• [The problem] Search the listing below for the word "positions" and copy each line where it appears.

--- Record extracts ---

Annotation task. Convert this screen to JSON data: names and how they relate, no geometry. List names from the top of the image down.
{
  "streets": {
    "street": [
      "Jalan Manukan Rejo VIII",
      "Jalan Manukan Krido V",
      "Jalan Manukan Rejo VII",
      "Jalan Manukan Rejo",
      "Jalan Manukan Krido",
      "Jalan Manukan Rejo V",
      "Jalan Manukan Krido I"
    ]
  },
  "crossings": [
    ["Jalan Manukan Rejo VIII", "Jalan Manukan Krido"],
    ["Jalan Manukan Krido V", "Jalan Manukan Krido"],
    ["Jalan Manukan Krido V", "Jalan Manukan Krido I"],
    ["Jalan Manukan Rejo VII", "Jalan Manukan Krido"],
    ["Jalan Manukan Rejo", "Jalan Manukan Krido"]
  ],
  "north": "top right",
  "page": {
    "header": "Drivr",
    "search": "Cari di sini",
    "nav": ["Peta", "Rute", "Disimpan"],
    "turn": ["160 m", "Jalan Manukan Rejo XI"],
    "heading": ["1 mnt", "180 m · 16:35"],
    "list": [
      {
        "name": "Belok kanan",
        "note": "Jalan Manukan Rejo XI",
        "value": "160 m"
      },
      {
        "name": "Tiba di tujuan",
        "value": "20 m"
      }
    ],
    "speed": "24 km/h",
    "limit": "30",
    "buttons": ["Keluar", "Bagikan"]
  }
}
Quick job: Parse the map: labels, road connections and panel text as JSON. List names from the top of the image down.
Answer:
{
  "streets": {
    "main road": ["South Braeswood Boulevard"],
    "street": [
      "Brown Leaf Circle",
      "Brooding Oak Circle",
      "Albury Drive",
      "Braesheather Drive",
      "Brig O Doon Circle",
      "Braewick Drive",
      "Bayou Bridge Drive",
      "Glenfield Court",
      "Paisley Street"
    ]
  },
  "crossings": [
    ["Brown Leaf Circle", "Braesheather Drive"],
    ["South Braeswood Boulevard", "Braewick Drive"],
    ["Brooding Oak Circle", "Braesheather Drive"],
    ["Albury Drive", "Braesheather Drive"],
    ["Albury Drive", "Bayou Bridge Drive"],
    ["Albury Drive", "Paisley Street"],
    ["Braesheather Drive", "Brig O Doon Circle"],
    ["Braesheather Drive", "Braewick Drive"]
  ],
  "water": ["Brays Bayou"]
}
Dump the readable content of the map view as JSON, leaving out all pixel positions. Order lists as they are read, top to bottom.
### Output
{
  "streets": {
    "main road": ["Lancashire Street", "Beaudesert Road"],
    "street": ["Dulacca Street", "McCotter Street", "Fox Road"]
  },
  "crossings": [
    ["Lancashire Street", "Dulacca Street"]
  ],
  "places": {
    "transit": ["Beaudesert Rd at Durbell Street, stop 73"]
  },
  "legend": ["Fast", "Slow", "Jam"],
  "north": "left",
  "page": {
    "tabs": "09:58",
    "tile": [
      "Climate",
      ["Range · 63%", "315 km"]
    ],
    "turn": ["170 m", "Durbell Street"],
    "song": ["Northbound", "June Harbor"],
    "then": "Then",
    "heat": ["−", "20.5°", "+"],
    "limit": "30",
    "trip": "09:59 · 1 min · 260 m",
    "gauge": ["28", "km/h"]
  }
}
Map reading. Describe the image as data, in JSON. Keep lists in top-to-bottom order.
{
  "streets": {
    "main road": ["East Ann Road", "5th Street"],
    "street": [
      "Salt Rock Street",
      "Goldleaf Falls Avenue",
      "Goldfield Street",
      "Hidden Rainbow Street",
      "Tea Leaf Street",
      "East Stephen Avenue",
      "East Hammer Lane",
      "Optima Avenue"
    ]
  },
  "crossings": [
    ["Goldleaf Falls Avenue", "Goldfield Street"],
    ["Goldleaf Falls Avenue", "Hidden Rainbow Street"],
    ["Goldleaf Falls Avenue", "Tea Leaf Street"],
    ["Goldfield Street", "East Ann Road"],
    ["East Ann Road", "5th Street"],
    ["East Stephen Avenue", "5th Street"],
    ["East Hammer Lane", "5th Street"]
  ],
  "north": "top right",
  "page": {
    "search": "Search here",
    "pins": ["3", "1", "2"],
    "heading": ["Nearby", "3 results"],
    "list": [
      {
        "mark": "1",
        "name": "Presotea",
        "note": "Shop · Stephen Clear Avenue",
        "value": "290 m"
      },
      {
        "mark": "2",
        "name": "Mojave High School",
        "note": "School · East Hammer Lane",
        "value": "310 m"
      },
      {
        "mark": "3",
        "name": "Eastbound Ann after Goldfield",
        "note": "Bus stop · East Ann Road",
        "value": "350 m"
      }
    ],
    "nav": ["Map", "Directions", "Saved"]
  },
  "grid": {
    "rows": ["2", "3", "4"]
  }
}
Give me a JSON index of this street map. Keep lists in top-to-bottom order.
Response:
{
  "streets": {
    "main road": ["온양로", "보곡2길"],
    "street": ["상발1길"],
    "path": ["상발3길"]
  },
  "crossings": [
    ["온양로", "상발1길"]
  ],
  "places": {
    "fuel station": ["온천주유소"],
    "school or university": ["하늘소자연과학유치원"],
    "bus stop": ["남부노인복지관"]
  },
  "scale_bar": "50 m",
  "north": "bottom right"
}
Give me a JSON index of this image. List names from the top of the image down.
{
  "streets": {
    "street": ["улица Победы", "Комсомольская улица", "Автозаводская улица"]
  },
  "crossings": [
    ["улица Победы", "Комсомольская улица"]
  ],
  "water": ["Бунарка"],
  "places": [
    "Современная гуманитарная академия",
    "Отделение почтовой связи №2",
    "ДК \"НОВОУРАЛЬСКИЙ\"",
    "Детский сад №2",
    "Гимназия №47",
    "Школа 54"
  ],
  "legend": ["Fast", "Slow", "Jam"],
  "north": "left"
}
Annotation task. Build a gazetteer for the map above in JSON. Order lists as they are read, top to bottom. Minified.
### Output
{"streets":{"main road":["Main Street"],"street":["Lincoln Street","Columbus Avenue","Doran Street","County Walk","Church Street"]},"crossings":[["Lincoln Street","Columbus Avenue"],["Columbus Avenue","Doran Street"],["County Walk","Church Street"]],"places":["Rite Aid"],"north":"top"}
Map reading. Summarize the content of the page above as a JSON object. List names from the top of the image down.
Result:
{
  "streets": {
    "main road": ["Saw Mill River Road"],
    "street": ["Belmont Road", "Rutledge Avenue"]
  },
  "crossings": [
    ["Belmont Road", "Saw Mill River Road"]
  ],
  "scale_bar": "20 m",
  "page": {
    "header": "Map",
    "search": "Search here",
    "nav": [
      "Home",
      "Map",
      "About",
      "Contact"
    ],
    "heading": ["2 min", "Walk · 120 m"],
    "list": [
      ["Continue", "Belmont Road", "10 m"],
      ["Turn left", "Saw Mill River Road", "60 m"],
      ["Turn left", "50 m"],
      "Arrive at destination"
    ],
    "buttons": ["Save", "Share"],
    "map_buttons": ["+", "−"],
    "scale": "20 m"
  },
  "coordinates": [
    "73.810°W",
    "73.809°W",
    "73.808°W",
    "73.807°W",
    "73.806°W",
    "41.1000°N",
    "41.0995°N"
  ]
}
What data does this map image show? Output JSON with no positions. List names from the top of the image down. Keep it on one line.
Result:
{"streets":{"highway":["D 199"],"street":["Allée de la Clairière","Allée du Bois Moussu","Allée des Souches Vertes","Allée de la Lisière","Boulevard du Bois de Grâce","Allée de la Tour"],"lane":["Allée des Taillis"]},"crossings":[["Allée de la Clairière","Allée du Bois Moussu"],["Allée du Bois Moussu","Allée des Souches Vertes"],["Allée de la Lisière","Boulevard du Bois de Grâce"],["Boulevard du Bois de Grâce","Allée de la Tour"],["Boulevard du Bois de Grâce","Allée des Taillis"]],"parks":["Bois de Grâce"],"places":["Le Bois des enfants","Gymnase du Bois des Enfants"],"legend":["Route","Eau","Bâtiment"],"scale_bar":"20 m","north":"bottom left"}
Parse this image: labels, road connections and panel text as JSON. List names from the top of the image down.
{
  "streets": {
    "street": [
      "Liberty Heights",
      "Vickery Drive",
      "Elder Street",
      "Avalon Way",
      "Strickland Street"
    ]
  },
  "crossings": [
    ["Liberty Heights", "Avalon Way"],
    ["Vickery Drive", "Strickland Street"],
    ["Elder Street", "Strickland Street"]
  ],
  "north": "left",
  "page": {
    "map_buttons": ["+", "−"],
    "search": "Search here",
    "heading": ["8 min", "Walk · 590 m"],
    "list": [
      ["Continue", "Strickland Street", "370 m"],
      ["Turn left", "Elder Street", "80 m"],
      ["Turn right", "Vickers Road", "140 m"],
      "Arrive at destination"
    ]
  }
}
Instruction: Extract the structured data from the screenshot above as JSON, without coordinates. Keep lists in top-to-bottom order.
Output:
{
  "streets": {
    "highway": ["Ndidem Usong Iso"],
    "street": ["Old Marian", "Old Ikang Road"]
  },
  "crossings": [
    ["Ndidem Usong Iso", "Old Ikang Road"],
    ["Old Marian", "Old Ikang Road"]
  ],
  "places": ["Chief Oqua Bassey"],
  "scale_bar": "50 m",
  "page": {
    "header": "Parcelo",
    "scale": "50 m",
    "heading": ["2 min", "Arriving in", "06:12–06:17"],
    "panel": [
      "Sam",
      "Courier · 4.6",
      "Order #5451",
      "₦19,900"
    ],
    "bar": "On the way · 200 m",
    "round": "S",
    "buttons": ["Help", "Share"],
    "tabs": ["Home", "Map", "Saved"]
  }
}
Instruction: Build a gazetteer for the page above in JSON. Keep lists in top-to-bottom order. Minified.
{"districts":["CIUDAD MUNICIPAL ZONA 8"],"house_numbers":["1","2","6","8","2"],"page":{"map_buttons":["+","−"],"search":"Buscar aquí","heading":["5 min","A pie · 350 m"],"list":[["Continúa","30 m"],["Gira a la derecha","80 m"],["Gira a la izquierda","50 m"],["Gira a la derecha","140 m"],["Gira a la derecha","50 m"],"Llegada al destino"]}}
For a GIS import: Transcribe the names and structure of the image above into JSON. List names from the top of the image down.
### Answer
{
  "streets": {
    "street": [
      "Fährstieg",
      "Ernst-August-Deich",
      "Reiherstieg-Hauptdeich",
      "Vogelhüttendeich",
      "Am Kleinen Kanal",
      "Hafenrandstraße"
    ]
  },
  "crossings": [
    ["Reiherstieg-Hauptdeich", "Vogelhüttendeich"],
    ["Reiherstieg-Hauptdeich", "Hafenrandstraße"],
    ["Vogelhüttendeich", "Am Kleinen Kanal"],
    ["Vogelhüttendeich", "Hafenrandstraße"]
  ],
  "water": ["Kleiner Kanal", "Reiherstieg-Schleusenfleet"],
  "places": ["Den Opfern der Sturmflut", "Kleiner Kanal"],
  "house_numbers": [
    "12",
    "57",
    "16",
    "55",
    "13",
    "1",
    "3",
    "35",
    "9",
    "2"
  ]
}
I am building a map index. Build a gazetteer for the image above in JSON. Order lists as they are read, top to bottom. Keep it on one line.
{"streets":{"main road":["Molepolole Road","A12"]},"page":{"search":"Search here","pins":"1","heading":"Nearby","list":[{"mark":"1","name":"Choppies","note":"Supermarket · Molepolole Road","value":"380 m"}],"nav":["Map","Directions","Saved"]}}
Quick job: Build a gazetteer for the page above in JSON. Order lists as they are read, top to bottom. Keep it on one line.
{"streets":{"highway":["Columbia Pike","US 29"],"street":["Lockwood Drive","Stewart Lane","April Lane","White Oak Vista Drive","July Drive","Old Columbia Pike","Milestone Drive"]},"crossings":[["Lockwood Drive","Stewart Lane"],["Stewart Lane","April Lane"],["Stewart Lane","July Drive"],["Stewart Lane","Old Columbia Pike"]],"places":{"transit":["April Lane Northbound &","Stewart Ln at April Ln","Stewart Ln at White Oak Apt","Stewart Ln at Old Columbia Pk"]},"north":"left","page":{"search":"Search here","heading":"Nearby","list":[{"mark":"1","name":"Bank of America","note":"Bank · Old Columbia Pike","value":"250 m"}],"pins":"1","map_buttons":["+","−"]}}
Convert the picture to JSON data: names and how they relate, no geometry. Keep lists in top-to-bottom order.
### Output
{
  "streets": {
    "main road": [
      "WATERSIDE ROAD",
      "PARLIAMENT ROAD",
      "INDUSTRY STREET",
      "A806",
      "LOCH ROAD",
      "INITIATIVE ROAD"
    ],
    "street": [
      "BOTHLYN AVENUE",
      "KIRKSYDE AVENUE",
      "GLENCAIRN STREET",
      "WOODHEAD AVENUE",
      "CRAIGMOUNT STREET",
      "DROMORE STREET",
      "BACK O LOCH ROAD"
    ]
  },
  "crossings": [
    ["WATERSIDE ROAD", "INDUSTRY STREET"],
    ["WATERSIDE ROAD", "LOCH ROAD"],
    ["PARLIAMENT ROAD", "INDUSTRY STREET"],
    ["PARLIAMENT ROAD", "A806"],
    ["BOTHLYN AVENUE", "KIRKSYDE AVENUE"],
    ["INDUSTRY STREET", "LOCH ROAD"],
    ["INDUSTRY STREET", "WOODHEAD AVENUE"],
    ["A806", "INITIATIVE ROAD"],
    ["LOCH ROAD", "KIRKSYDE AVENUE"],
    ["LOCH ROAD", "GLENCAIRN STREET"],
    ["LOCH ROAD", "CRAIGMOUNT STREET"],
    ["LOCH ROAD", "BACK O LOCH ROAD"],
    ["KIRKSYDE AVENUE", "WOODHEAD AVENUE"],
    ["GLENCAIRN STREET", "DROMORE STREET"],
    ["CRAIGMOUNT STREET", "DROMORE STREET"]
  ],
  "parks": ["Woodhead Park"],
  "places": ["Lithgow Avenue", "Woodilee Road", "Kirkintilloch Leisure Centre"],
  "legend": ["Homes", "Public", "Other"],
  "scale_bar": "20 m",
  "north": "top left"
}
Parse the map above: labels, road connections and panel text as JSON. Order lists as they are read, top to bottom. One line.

---

• [Solution for this exercise]
Dump the readable content of the map view as JSON, leaving out all pixel positions. Order lists as they are read, top to bottom.
What data does this map image show? Output JSON with no positions. List names from the top of the image down. Keep it on one line.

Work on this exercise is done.